Like most committees set up routinely to go into sector-specific issues, the Arvind Subramanian panel on pulses, too, hasn't come up with any out-of-the-box idea to boost the output of these protein-rich staples and stabilise their prices. However, having gone through this drill, the government must now earnestly pursue the recommendations of this panel that merit implementation and, more importantly, disregard the ones that are manifestly ill-conceived. Notable among the well-judged counsels are delisting of pulses from the state Agricultural Marketing Committee Acts (APMCs); removal of curbs on exports and stock-holding of pulses; incentivising cultivation of these crops on irrigated lands; and ensuring remunerative returns to growers to motivate them to produce more.
Also in the same league are the suggestions to encourage indigenous genetic modification technologies and revisit the outmoded Essential Commodities Act, 1955, that permits unleashing the Inspector Raj to harass traders - both unscrupulous and law-abiding ones. But the panel's proposal to form a new entity to handle procurement and stocks of pulses is inherently unsound and needs to be discarded. The underlying message of the report, very rightly, is that pulses should not be treated as step-children of the agricultural sector, as has been the case till now, and should be held at par with cereals in developmental policies.

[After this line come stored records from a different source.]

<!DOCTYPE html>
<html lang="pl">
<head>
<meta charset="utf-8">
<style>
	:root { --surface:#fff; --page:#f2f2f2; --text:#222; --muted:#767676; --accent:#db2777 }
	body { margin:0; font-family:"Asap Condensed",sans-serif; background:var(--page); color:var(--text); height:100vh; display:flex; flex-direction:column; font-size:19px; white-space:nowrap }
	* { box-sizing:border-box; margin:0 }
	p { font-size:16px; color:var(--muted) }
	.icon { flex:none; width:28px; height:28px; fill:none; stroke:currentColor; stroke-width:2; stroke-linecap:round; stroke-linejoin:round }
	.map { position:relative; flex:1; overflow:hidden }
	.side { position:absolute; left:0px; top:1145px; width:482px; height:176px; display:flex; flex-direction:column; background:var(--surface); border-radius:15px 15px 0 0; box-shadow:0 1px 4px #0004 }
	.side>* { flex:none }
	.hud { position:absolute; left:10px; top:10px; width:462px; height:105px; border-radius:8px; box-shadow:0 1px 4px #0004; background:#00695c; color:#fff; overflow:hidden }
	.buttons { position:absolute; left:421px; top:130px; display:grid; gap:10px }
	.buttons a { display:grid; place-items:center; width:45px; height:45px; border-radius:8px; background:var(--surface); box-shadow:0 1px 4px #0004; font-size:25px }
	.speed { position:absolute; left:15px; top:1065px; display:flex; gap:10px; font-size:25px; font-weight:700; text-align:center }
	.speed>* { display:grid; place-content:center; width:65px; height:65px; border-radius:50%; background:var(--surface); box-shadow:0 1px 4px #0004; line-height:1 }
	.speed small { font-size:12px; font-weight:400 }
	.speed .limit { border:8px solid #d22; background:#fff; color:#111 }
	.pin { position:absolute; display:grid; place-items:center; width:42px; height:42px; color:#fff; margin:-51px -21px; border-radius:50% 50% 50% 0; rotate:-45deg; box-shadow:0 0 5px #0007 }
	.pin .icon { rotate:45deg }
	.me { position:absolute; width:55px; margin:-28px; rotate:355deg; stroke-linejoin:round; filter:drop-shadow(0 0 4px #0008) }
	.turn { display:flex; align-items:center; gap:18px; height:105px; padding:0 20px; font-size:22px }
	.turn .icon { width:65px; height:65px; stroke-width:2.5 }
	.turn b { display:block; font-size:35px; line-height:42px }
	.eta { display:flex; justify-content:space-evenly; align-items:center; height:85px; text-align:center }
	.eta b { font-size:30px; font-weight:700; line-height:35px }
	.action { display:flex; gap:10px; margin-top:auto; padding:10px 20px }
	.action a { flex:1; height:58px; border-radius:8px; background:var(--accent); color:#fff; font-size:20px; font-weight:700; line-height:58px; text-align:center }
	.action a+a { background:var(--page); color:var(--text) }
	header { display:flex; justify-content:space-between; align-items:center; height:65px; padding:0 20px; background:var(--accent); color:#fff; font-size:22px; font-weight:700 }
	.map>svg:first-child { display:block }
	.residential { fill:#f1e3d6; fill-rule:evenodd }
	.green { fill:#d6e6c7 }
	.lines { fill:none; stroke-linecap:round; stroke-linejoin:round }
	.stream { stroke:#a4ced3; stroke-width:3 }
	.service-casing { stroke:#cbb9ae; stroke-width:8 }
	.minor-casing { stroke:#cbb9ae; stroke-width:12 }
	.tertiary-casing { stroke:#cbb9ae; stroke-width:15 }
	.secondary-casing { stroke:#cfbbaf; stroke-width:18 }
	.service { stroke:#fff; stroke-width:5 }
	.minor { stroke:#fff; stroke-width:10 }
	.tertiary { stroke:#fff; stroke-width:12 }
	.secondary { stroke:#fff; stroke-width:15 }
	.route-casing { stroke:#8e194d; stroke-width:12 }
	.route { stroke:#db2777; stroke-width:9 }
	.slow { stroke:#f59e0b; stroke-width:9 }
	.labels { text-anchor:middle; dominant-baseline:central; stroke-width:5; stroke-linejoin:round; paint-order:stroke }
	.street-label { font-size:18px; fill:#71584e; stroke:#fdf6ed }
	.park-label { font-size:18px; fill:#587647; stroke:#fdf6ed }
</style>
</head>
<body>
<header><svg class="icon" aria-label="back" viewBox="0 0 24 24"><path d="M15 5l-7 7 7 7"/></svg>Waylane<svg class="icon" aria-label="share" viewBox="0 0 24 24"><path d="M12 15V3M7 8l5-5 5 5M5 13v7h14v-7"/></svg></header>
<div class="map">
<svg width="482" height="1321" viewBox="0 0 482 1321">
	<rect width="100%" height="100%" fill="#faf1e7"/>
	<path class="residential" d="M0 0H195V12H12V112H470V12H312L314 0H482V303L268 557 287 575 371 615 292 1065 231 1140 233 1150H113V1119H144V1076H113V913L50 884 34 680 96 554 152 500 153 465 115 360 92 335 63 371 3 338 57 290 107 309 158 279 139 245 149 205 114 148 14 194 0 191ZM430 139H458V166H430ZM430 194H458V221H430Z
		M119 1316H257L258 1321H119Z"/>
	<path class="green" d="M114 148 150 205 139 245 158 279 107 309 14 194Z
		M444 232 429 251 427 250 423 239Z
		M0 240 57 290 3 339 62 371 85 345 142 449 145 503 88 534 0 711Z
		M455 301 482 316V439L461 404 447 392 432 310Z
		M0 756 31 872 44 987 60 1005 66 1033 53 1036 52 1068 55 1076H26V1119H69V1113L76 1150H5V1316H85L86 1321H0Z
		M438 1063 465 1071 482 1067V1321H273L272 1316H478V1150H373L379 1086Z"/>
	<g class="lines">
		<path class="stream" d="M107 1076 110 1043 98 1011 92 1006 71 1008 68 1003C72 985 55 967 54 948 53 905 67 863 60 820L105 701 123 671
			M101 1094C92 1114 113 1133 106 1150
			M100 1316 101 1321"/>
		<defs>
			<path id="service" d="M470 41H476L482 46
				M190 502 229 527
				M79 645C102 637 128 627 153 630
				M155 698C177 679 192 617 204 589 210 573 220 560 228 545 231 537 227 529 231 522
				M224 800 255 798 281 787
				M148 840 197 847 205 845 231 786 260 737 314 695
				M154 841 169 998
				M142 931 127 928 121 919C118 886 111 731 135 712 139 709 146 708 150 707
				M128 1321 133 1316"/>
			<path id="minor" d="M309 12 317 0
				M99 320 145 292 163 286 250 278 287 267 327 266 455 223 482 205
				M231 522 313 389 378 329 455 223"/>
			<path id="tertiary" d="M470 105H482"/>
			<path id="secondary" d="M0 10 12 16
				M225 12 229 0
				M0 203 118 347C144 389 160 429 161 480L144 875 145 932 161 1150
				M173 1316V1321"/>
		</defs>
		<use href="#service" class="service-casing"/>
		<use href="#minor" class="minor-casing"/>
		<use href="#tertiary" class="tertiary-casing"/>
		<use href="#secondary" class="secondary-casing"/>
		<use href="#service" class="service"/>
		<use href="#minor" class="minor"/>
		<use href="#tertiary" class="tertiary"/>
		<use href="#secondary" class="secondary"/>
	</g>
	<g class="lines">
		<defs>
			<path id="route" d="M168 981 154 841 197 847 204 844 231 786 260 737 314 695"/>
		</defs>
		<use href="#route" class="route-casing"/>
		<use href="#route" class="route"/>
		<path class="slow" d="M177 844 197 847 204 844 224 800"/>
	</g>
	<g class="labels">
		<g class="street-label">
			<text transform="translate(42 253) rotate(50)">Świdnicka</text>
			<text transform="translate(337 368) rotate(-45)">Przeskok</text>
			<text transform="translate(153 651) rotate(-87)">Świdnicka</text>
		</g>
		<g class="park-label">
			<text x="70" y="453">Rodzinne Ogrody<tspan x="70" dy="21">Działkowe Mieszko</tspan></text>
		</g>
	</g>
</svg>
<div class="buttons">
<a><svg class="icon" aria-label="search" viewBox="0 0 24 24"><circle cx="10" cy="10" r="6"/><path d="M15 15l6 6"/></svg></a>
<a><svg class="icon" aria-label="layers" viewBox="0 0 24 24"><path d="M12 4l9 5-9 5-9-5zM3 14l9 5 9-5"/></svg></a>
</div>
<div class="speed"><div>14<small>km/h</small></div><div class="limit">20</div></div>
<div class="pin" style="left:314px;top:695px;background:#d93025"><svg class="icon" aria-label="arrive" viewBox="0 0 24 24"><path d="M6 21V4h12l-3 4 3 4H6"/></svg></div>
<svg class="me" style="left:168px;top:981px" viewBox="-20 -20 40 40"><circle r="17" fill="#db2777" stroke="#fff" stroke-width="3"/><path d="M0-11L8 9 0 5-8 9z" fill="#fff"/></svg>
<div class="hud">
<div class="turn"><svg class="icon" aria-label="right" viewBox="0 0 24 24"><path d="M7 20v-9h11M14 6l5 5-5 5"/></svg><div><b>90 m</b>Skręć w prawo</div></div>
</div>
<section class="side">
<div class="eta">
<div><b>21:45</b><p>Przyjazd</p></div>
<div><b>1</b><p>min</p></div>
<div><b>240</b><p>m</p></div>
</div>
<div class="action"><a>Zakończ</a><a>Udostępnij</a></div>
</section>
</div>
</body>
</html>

The current crisis in pulses is marked by an unprecedented price spike that hurt consumers and a subsequent downtrend in wholesale rates prior to the new harvest to the detriment of farmers. This may have been triggered by back-to-back droughts, but misguided policies have surely exacerbated it. There is no harm in creating a buffer to stave off price volatility. But such a reserve needs to be built through strategic imports at favourable prices or, as suggested by the Subramanian panel, through opportunistic local purchases when prices are low. The government, shockingly, did the opposite. It began sourcing pulses from abroad when global prices were high and supplies were thin and followed it up by domestic purchases during the peak of the crisis to worsen the price and supply situation. About 120,000 tonnes of pulses were siphoned off till last month. This apart, in a knee-jerk reaction, the government also negotiated long-term arrangements for the production of pulses in Mozambique, Myanmar and other countries for exports exclusively to India. Such actions, coupled with curbs on exports and domestic trade, serve as disincentives for the farmers to boost output, as the committee has observed.
The panel's suggestion to set up a new body to procure and store pulses may end up in creating another inefficient white elephant of the kind the Food Corporation of India has proved to be. None of the existing entities such as Nafed, the small farmers' agri-business consortium, and state agencies, which have been involved in price support operations for long, has proved up to the task for want of necessary expertise and infrastructure. There is no guarantee that the new entity - that, too, in the public-private partnership mode - may fare any better. With policies that favour cultivation, pulses can easily be pushed into multiple cropping systems on irrigated lands thanks to the availability of quick-growing and high-yielding varieties. The government will do well to keep these aspects in view while taking a final call on the recommendations of the Subramanian panel report.